The astronauts themselves had thrown themselves into the rush programme as much as any other member of NASA. Mo and Seth had been caught up in that, flying across the country in their T-38s.

But the two of them had a secret. They also had to prepare for their own manned flight.

Sheridan had hit them with it immediately after LBJ's news conference, back in April. A new assignment, he'd said.

“You know how it is in NASA. We always have backup plans. On the way to the Moon, if your Command Module springs a leak—”

Mo snapped, “We practice backup options in the simulators. So?”

“So, what backup option do we have for Icarus? Think about it. We're sending a tricky rendezvous mission across the solar system piloted by computers that are as dumb as shit.
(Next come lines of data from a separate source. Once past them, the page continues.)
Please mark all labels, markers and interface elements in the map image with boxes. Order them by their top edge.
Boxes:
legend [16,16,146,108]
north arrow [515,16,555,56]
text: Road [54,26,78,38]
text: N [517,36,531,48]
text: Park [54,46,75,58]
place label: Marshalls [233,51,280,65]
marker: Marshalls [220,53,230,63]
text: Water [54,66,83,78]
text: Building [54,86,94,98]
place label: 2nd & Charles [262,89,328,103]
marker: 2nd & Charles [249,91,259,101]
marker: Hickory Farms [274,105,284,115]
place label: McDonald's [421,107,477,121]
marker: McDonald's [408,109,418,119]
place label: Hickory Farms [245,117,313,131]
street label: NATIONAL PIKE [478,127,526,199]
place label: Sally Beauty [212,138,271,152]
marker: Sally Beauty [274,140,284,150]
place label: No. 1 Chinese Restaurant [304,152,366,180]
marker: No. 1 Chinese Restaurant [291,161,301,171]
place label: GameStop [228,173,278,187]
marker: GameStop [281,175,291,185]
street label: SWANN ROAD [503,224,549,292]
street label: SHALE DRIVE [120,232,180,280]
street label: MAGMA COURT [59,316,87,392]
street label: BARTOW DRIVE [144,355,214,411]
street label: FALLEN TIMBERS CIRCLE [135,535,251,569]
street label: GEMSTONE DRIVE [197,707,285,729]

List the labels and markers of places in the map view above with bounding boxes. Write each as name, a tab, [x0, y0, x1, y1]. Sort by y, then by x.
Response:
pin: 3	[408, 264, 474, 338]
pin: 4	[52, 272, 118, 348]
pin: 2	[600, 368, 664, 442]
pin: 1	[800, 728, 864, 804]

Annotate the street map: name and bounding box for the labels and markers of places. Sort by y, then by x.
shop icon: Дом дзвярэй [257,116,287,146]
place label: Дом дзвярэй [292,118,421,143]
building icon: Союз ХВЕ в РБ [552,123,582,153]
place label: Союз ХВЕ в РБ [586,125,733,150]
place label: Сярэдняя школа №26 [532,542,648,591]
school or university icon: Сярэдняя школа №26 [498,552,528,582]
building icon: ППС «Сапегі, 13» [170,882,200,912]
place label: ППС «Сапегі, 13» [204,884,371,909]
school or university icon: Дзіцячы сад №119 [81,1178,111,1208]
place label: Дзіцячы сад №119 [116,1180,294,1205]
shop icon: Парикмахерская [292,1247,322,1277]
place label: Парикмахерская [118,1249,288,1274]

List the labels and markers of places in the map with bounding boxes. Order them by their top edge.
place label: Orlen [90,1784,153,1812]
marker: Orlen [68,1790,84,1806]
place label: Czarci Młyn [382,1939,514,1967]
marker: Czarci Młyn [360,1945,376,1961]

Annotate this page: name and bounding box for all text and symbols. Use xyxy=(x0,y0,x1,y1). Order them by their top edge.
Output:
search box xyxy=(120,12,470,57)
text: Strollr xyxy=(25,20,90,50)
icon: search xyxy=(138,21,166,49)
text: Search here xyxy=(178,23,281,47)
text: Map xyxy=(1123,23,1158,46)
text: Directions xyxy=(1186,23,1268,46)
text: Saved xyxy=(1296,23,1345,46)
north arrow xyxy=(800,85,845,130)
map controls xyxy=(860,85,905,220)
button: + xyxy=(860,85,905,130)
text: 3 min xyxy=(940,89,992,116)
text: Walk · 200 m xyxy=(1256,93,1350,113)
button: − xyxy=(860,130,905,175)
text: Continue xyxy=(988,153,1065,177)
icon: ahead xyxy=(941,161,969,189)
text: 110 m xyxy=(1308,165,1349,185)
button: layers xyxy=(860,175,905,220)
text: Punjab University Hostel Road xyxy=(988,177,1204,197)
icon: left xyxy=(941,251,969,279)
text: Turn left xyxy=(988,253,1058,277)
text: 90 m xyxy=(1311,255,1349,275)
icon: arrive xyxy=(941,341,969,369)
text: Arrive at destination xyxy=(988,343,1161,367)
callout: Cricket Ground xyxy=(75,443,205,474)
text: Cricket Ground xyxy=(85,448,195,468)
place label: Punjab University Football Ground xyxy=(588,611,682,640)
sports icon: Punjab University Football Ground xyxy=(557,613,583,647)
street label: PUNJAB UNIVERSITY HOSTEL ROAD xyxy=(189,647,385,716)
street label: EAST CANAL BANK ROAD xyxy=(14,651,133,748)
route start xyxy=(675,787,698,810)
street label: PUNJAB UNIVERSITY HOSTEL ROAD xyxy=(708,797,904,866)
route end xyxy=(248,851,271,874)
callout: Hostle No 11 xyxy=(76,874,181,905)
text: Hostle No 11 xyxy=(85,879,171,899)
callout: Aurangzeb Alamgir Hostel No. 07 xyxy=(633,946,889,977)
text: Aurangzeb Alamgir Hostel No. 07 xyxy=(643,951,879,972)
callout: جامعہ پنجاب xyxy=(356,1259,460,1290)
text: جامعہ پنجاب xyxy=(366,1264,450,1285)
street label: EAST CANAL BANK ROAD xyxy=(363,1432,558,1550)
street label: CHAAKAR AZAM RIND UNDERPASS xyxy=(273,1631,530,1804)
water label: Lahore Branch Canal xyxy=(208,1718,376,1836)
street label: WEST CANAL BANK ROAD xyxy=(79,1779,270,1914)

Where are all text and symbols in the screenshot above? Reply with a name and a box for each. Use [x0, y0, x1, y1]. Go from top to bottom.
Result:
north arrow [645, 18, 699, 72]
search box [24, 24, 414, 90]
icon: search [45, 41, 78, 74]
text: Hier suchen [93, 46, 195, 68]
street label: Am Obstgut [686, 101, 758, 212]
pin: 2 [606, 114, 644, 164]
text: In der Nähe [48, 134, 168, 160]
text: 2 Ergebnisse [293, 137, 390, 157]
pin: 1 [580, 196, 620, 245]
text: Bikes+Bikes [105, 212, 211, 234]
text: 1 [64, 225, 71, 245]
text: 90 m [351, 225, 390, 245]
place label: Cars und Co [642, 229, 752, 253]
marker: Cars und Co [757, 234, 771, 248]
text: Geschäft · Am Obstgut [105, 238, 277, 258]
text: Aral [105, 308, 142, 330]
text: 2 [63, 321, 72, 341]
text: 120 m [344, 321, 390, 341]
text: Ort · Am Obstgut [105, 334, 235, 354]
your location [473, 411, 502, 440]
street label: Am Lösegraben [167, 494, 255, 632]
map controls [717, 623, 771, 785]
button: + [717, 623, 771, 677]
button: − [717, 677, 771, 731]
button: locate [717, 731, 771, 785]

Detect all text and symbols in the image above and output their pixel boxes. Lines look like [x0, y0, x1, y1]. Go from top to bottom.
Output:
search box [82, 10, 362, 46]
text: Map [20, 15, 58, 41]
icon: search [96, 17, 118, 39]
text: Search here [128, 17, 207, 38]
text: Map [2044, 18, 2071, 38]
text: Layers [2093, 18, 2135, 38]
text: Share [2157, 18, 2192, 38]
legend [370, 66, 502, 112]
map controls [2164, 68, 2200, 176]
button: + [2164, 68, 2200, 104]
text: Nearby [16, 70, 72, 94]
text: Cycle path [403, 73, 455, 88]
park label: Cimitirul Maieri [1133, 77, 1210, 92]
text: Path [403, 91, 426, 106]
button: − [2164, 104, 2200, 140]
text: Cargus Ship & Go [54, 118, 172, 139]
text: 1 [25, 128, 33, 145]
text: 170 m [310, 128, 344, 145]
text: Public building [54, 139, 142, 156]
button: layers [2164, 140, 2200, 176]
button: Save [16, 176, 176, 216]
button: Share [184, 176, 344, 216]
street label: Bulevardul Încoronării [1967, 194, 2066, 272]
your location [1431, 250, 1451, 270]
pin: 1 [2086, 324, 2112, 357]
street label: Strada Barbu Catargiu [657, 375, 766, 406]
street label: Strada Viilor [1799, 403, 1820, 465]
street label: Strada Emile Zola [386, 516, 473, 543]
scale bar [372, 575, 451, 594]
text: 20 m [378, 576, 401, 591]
And the only conceivable backup is—”

“To send a crew,” Seth breathed.

“Oh, I think one man could do the job. I doubt if the weight allowance would allow any more anyhow. One man, to fly the last Icarus rocket and its nuke, if need be. Has to be a trained Apollo astronaut, of course.” He took them both by a shoulder, comparatively gently. “Has to be one of you two. Who's to be prime and who's the backup is up to you.”

Seth hadn't even begun to take this in before Mo said calmly, “I'll take the hot seat. You got your kids, Tonto. Plus I'm the better pilot. No arguments.”

So it had begun. NASA's huge operational and management machine had swung into action and the work began: hours spent in planning sessions, checklist development, simulator exercises. They had plenty of support, because their flight, aside from today's, was the only manned flight on NASA's slate. Suddenly Seth was projected back into the life he'd always dreamed of, the very epicentre of the preparations for a crewed mission into space. He'd told his wife as soon as he could get to a phone. And the first thing he'd extracted from Sheridan, back in April, had been a promise to put a security guard on his family right away, and to whisk them to a secure location the minute the news broke in public.

*  *  *  *

And Seth and Mo and those around them always tiptoed past a simple, unpalatable truth: that if that sixth bird flew, whoever rode it, whether he succeeded in a last-ditch attempt to deflect Icarus or not—whether Earth survived or not—was not coming home.

*  *  *  *

At last the count, running smoothly, approached its close. That guy with the transistor finally shut off John Lennon and the rest, as if in respect, leaving the voice of the countdown PA to echo around the press stand undisturbed.

Sheridan seemed curious. “You're both so jumpy.”

“Hell, yeah,” Mo said. “It's the way we're doing it.
All up
, the whole damn stack at once. This isn't the way the Navy does things out at Patuxent . . .”

The count approached zero. Seth saw fire gush from the base of the Saturn. He knew that three tons of propellant were burned every second, by
each
of the first stage's big five F-1 engines.

“. . . When you're testing a new fighter, you don't shove the damn thing through the sound barrier on the first flight. You take it up, bring it down. Then you take it back up again, try a few controls you left alone the first time, and bring it down again . . .”

Even now the Saturn had yet to move. But smoke and flame were billowing up to either side from concrete deflectors—like two hands cupping the fragile craft, Seth thought.

“Whereas here we're testing three untried booster stages one on top of the other, carrying an untested spacecraft, containing three saps in untested spacesuits . . .”

And the booster lifted at last, inching from the pad, the fire brilliant, like a droplet of the sun struggling to return to the sky. All this had been in silence, but now the sound from the Saturn reached them—it was not so much sound as a feeling, like someone pounding on his chest, Seth thought as the ground itself shook under his feet. Everybody in the press stand was cheering and clapping, and Seth could barely make out the words of the PA: “Godspeed the crew of Apollo 2, Godspeed Schirra, Eisele and Cunningham, as you begin your historic journey.”

Mo yelled, “Three saps all the way around the goddamn Moon!”

But Seth, cheering and whooping with the rest, had stopped listening.

And Sheridan said, “That's that. Back to work.”